Nutritional immunity and microbial infection: Development of new therapeutics

초록

Iron is an essential element for survival and metabolism for all living organisms including archaea, bacteria, and mammals. Each has evolved specialized iron uptake systems to efficiently acquire iron from the extracellular environment, competing each other for the vital nutrient. As the mammalian hosts sequester iron providing an innate defense, termed nutritional immunity, pathogenic microorganisms also have developed a number of ways to acquire, transport, and store iron for survival and virulence expression within their hosts. Especially the bacterial ferrous iron transporter protein FeoB functions as a major iron transporter in prokaryotes, making it a potential target for anti-microbial and anti-virulence therapeutics. In order to develop a novel class of anti-microbial agents targeting the bacterial iron metabolism, high-throughput screening of inhibitors against the nucleotide hydrolysis activity of FeoB based on the colorimetric and luminescence-based platforms was tested with a custom assembled library of approximately 2,000 small molecules.
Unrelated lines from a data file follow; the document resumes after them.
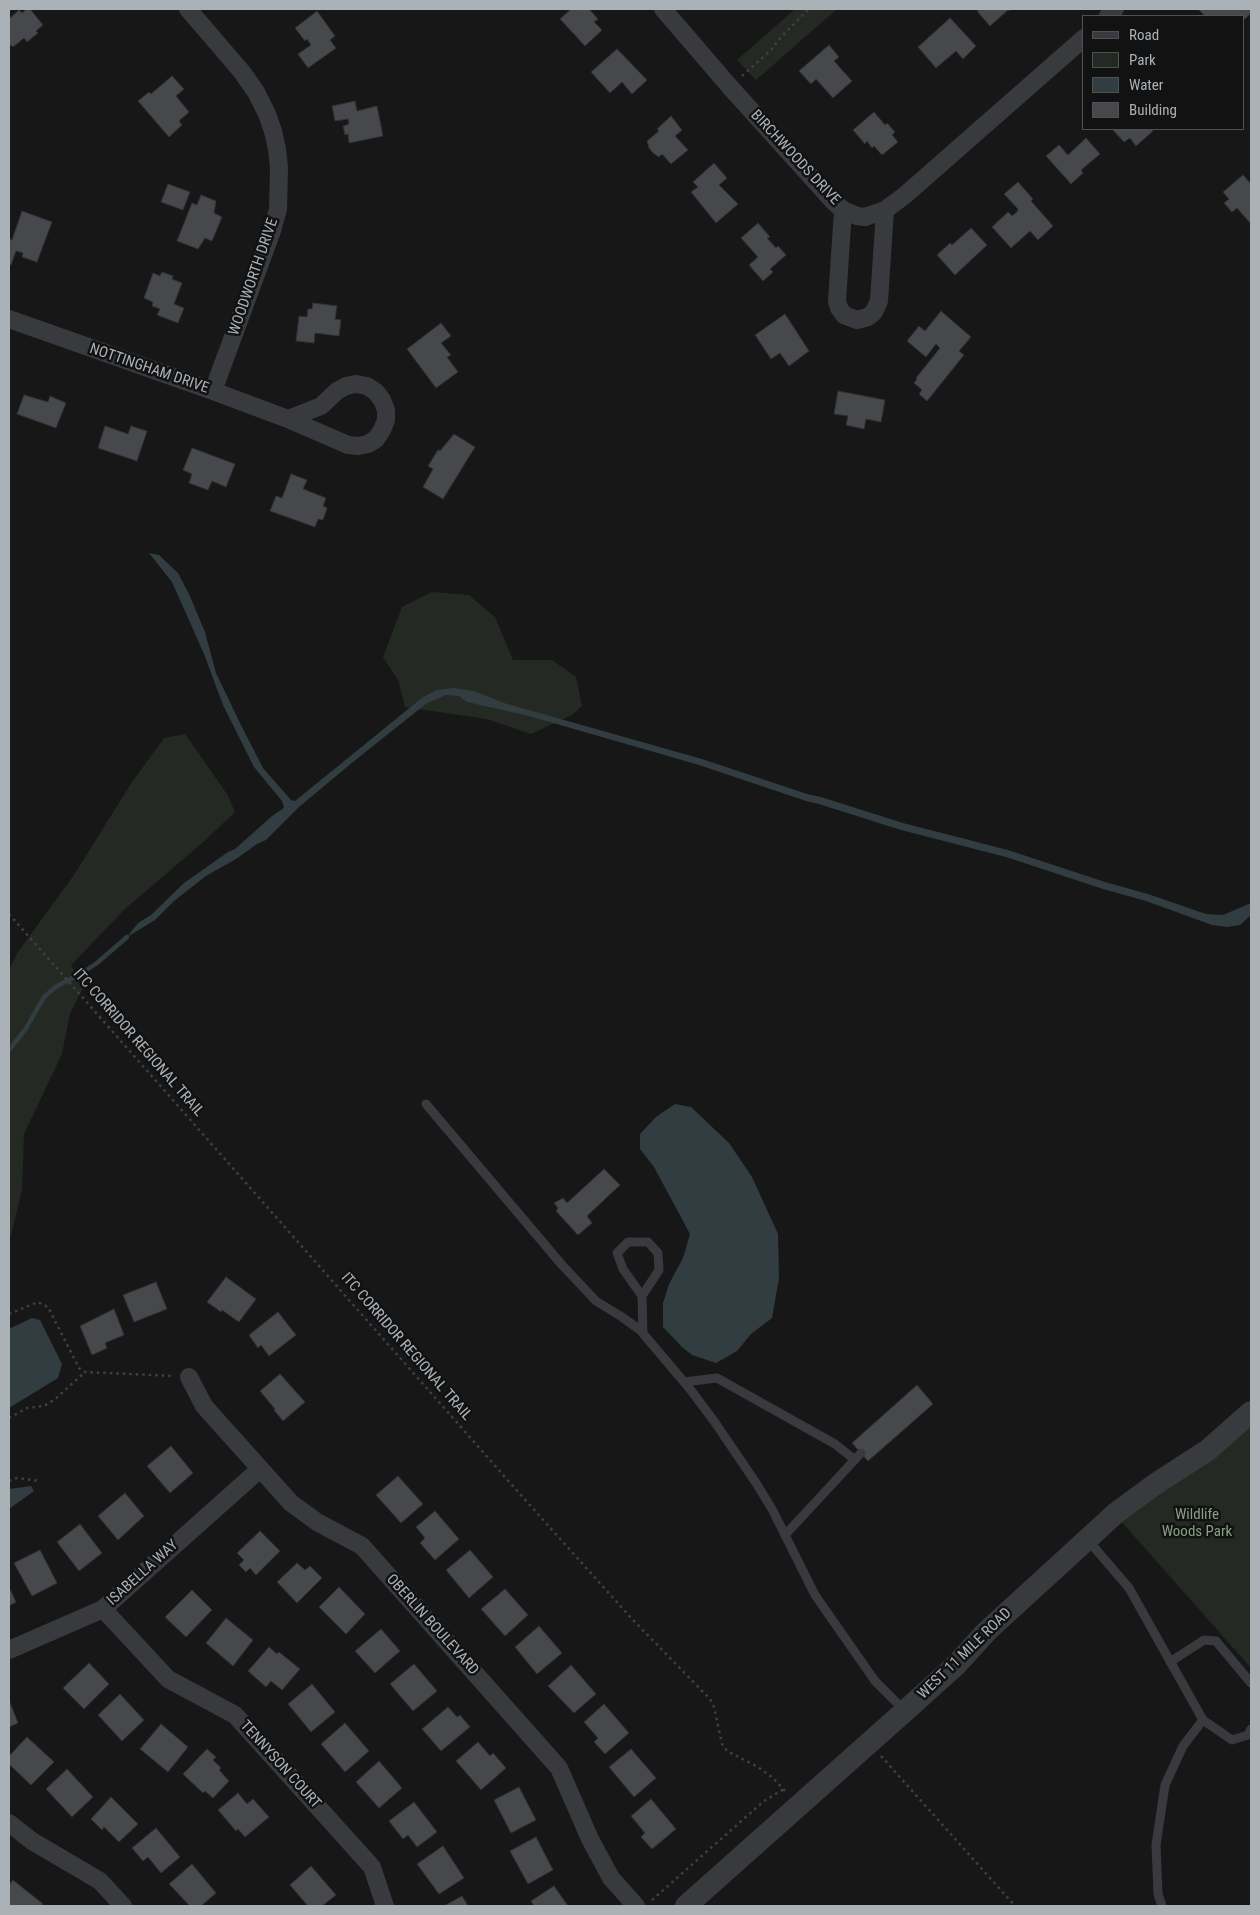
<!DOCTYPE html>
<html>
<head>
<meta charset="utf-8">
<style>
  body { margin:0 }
  #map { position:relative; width:1260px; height:1915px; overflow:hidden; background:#171718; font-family:"Roboto Condensed",sans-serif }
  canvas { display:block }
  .frame { position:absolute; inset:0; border:10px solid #aab2b7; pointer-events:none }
  .legend { position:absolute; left:1082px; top:15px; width:162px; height:115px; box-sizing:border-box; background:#121213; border:1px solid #4f5255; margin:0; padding:6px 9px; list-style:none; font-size:15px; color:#aab2b7 }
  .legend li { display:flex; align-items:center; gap:10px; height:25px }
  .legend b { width:25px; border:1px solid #4f5255 }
</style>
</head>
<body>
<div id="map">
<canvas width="1260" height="1915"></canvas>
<div class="frame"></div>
<ul class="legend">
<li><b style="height:6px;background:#383a3d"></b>Road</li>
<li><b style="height:14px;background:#242a23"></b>Park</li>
<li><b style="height:14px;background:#313d40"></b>Water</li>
<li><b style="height:14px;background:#46484b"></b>Building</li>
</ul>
</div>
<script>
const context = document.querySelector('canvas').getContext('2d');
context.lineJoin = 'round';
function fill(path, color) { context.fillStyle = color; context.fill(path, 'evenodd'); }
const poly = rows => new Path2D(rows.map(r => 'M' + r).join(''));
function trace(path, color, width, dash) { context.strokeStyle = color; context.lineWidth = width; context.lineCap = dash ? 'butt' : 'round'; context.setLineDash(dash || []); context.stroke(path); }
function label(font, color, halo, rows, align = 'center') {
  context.font = font + ' "Roboto Condensed",sans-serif'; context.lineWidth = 5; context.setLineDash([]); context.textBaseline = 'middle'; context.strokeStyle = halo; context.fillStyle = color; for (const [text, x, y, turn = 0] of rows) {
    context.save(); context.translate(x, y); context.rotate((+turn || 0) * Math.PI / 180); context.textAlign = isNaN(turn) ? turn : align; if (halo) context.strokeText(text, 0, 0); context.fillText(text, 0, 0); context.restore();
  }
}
fill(poly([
  [795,9,837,9,756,80,737,60],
  [432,592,469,595,495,617,513,660,552,660,576,677,582,706,572,715,531,734,487,719,405,707,398,680,383,657,402,607],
  [185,734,227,794,235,812,200,845,125,909,71,965,83,988,70,1013,62,1054,24,1134,22,1190,9,1243,9,970,18,952,74,875,132,782,164,738],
  [1251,1402,1251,1668,1120,1520]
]), '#242a23');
fill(poly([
  [149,553,159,555,178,573,189,594,205,632,216,673,241,725,263,768,291,800,295,801,423,697,437,690,454,688,474,691,504,703,702,759,807,794,821,797,903,823,1008,850,1105,882,1148,894,1206,914,1223,915,1251,903,1251,915,1240,925,1227,927,1212,925,1146,901,1103,889,1006,857,901,830,819,804,806,801,699,765,529,716,467,702,459,696,446,695,427,703,353,762,299,807,266,840,257,844,236,859,206,876,174,901,155,920,127,937,138,923,151,915,184,883,228,852,235,849,272,816,284,808,282,801,254,767,223,705,204,654,172,582],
  [675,1104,691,1107,729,1143,752,1177,778,1234,779,1278,772,1318,751,1334,737,1351,716,1363,692,1355,682,1347,663,1327,663,1303,669,1284,683,1258,690,1234,654,1167,640,1149,640,1134,656,1117],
  [32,1318,40,1320,62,1364,58,1378,9,1408,9,1329],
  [31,1486,34,1491,9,1509,9,1489]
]), '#313d40');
trace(poly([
  [9,1050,25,1030,44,997,57,986,82,973,97,963,127,937]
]), '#313d40', 4.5);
const building = poly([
  [27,9,30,9,43,25,36,31,38,33,27,42,24,38,13,47,11,45,9,47,9,19,19,10,22,13,27,9],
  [571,9,589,9,598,19,594,22,602,30,585,46,560,19,571,9],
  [981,9,1012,9,1009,11,1008,10,990,26,977,11,981,9],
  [1198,9,1251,9,1251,13,1244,20,1244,16,1205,16,1198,9],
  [317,11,335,36,330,40,336,48,308,68,298,54,311,45,307,39,305,41,295,28,317,11],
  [950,18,976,46,963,59,956,51,936,68,918,47,950,18],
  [829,45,839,57,834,61,852,81,833,98,816,79,811,84,799,71,829,45],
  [617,49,647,80,632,94,622,82,610,93,591,72,617,49],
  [172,76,184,89,176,96,189,112,179,121,182,125,169,137,138,101,149,92,151,94,172,76],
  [355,101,357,111,377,106,383,136,349,143,348,134,345,135,343,126,349,124,348,119,335,121,332,106,355,101],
  [874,112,885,125,887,123,895,132,892,135,898,142,882,155,874,146,872,148,867,141,865,144,853,130,874,112],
  [671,116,682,130,675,136,688,150,671,164,662,154,659,157,653,153,649,148,647,141,659,131,657,129,671,116],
  [1112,129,1151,129,1153,131,1136,146,1130,138,1124,142,1112,129],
  [1086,138,1100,154,1081,170,1083,173,1071,184,1046,156,1059,145,1068,155,1086,138],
  [714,163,727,178,719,185,738,204,716,223,691,192,698,187,693,182,714,163],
  [1243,175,1251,184,1251,224,1237,208,1232,212,1224,203,1229,199,1223,192,1243,175],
  [1018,182,1033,199,1031,201,1053,226,1038,240,1030,231,1011,248,992,227,1008,212,1012,216,1017,212,1018,209,1004,194,1018,182],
  [168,184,190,192,183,210,161,202,168,184],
  [201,195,216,201,214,213,222,217,212,241,205,238,198,249,177,241,192,203,197,205,201,195],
  [22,211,52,222,37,262,22,257,23,253,16,251,11,265,9,264,9,238,12,240,22,211],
  [758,223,770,237,767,238,776,248,778,246,786,255,770,269,773,272,763,281,749,265,758,257,741,238,758,223],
  [971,228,987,245,955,275,937,255,950,243,952,245,971,228],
  [162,272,173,276,172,279,182,283,174,304,184,308,178,323,157,315,160,309,152,306,153,302,144,298,153,273,160,276,162,272],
  [313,303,337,306,335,319,341,320,339,336,315,333,314,343,296,341,299,316,307,317,308,309,312,309,313,303],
  [941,311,971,337,959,351,964,355,927,401,919,394,922,390,914,383,917,379,916,378,940,348,936,344,926,357,907,341,919,326,925,331,941,311],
  [785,314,809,351,789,366,780,353,771,359,755,335,785,314],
  [441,323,451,336,441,343,451,355,447,357,458,372,436,388,407,349,441,323],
  [838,391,885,400,881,422,866,419,864,429,846,425,848,416,834,414,838,391],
  [24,395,48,402,50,396,66,403,56,428,17,414,24,395],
  [105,426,128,434,131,426,147,431,137,461,98,448,105,426],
  [454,434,475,447,443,499,423,487,433,469,428,466,438,450,440,451,454,434],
  [192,448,235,464,226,487,212,481,208,490,189,483,192,474,183,470,192,448],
  [291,474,307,480,303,489,326,498,323,506,327,508,323,520,318,519,315,527,270,511,276,496,282,498,291,474],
  [604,1169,620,1185,587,1216,592,1223,578,1235,556,1211,558,1208,554,1203,563,1198,567,1203,604,1169],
  [226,1277,256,1299,239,1322,222,1310,221,1312,207,1302,226,1277],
  [156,1282,167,1309,134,1322,123,1295,156,1282],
  [114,1309,124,1335,105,1343,107,1348,92,1355,80,1326,114,1309],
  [278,1312,296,1335,269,1356,261,1345,258,1348,249,1335,278,1312],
  [280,1374,305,1402,283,1421,274,1410,275,1409,260,1391,280,1374],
  [917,1385,933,1404,868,1461,852,1443,917,1385],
  [171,1446,193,1473,170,1493,147,1466,171,1446],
  [398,1476,423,1504,401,1523,376,1495,398,1476],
  [125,1493,144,1516,118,1540,98,1516,125,1493],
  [435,1511,459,1539,435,1560,420,1543,425,1538,416,1527,435,1511],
  [80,1524,102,1553,79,1571,57,1542,80,1524],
  [260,1531,280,1551,256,1575,250,1568,246,1572,239,1565,244,1560,237,1553,260,1531],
  [40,1550,57,1583,32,1596,14,1563,40,1550],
  [470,1550,493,1577,469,1598,446,1570,470,1550],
  [297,1563,305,1570,310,1566,322,1578,297,1603,277,1582,297,1563],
  [9,1587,16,1602,9,1606,9,1587],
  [339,1587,365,1614,346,1634,319,1607,339,1587],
  [505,1589,528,1615,505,1636,481,1609,505,1589],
  [192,1590,212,1610,186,1637,165,1617,192,1590],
  [226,1618,253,1640,233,1666,206,1643,226,1618],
  [539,1626,562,1653,537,1674,515,1647,539,1626],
  [381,1629,400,1651,375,1673,355,1651,381,1629],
  [269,1647,277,1654,279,1652,300,1669,282,1690,271,1681,266,1687,248,1671,269,1647],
  [89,1663,109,1684,84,1709,63,1688,89,1663],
  [414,1664,437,1691,413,1711,390,1684,414,1664],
  [571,1665,596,1694,574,1713,548,1686,571,1665],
  [312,1684,335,1712,311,1732,288,1704,312,1684],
  [120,1694,144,1720,122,1741,98,1715,120,1694],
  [9,1700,18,1723,9,1727,9,1700],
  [604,1704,629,1733,605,1754,594,1742,598,1738,584,1722,604,1704],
  [448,1707,457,1717,460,1715,470,1727,441,1751,422,1729,448,1707],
  [345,1723,369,1751,345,1772,321,1744,345,1723],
  [161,1724,188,1747,168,1772,140,1749,161,1724],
  [27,1737,54,1762,31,1785,9,1764,9,1756,27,1737],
  [478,1742,490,1756,493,1753,506,1768,481,1790,456,1761,478,1742],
  [207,1749,216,1757,213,1760,221,1768,219,1770,229,1781,213,1798,205,1791,203,1793,183,1774,207,1749],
  [631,1749,656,1778,634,1797,609,1767,631,1749],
  [379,1761,402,1788,379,1808,356,1782,379,1761],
  [67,1769,93,1797,72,1817,46,1789,67,1769],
  [519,1787,536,1820,511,1833,494,1800,519,1787],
  [238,1793,247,1804,253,1799,269,1817,245,1837,238,1829,236,1831,218,1810,238,1793],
  [111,1797,138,1824,119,1842,104,1827,102,1830,91,1819,111,1797],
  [651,1799,676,1829,652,1849,641,1837,645,1833,631,1816,651,1799],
  [414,1802,437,1832,417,1847,408,1835,403,1839,389,1821,414,1802],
  [156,1828,180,1857,161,1873,148,1857,143,1861,132,1848,156,1828],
  [536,1837,553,1870,528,1884,510,1851,536,1837],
  [443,1846,464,1878,439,1894,417,1864,443,1846],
  [192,1864,216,1893,201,1906,190,1906,169,1884,192,1864],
  [311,1866,336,1895,322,1906,308,1906,290,1885,311,1866],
  [13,1880,43,1904,40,1906,9,1906,9,1885,13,1880],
  [554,1886,568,1906,534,1906,531,1901,554,1886],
  [462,1896,468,1906,444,1906,462,1896]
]);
fill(building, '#46484b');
trace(building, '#313234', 1);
trace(poly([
  [742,76,771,50,782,36,809,9],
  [9,914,519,1493,632,1619,710,1699,714,1707,722,1744,727,1751,758,1767,773,1778,786,1792],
  [9,1314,38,1302,48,1307,79,1368,85,1372,173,1376],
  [9,1418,27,1408,44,1406,54,1400,85,1372],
  [9,1481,17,1478,40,1481],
  [881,1756,1015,1906],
  [652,1900,764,1801,784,1789]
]), '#3e4144', 2.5, [2.5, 4]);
trace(poly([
  [426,1104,562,1265,596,1301,622,1317,640,1330,690,1389,714,1421,756,1483,772,1509,815,1595,875,1681,905,1711],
  [642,1296,659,1270,658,1253,648,1242,628,1242,617,1253,623,1269,642,1296,643,1333],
  [684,1382,717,1378,835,1444,855,1460],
  [785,1535,861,1453],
  [1087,1539,1129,1588,1203,1720,1183,1746,1165,1785,1156,1845,1158,1894,1162,1906],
  [1170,1662,1204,1640,1216,1641,1251,1683],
  [1203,1720,1232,1740,1248,1735,1251,1729]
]), '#383a3d', 9);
trace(poly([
  [188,9,242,72,256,92,267,114,273,131,277,149,279,168,278,209,272,231,213,391],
  [663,9,730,87,832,200,843,210,857,216,865,217,885,210,904,196,1084,38],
  [1108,16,1115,9],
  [843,210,837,301,839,308,844,315,857,320,868,317,874,312,879,301,885,210],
  [9,319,213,391,288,419,348,445,358,446,368,444,376,439,382,430,386,420,386,410,382,400,376,392,367,386,356,384,346,386,337,391,321,406,288,419],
  [189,1377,204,1406,291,1503,317,1522,362,1546,559,1768,590,1839,611,1878,636,1906],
  [103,1609,168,1679,235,1715,372,1867,385,1906],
  [9,1650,103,1609,260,1469],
  [9,1823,32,1841,100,1881,123,1906]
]), '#383a3d', 18);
trace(poly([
  [686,1906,905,1711,956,1665,987,1631,1116,1513,1154,1485,1208,1450,1251,1412]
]), '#383a3d', 22);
label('15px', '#aab2b7', '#121213', [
  ["BIRCHWOODS DRIVE",795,158,47],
  ["WOODWORTH DRIVE",254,277,-71],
  ["NOTTINGHAM DRIVE",149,369,19],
  ["ITC CORRIDOR REGIONAL TRAIL",138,1043,49],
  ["ITC CORRIDOR REGIONAL TRAIL",406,1347,49],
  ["ISABELLA WAY",143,1573,-42],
  ["OBERLIN BOULEVARD",432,1625,48],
  ["WEST 11 MILE ROAD",965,1654,-44],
  ["TENNYSON COURT",280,1765,48]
]);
label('15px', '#89a083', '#121213', [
  ["Wildlife",1197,1515],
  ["Woods Park",1197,1532]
]);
</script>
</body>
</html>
Two candidate molecules, GW3965?HCl and PHT-427, effectively inhibited FeoB in vitro enzyme activity, bacterial growth including Staphylococcus aureus, and its virulence factors expression. Considering the high frequency of antibiotic-resistant S. aureus, the inhibitors synergistically enhanced bacterial antibiotic susceptibility. In addition, unlike their effects on bacteria, the inhibitors did not show any toxicity on animal model systems. These results indicate that the bacterial Feo system represents a good target for anti-microbial strategies and will provide new insight for developing a next-generation antibacterial therapy.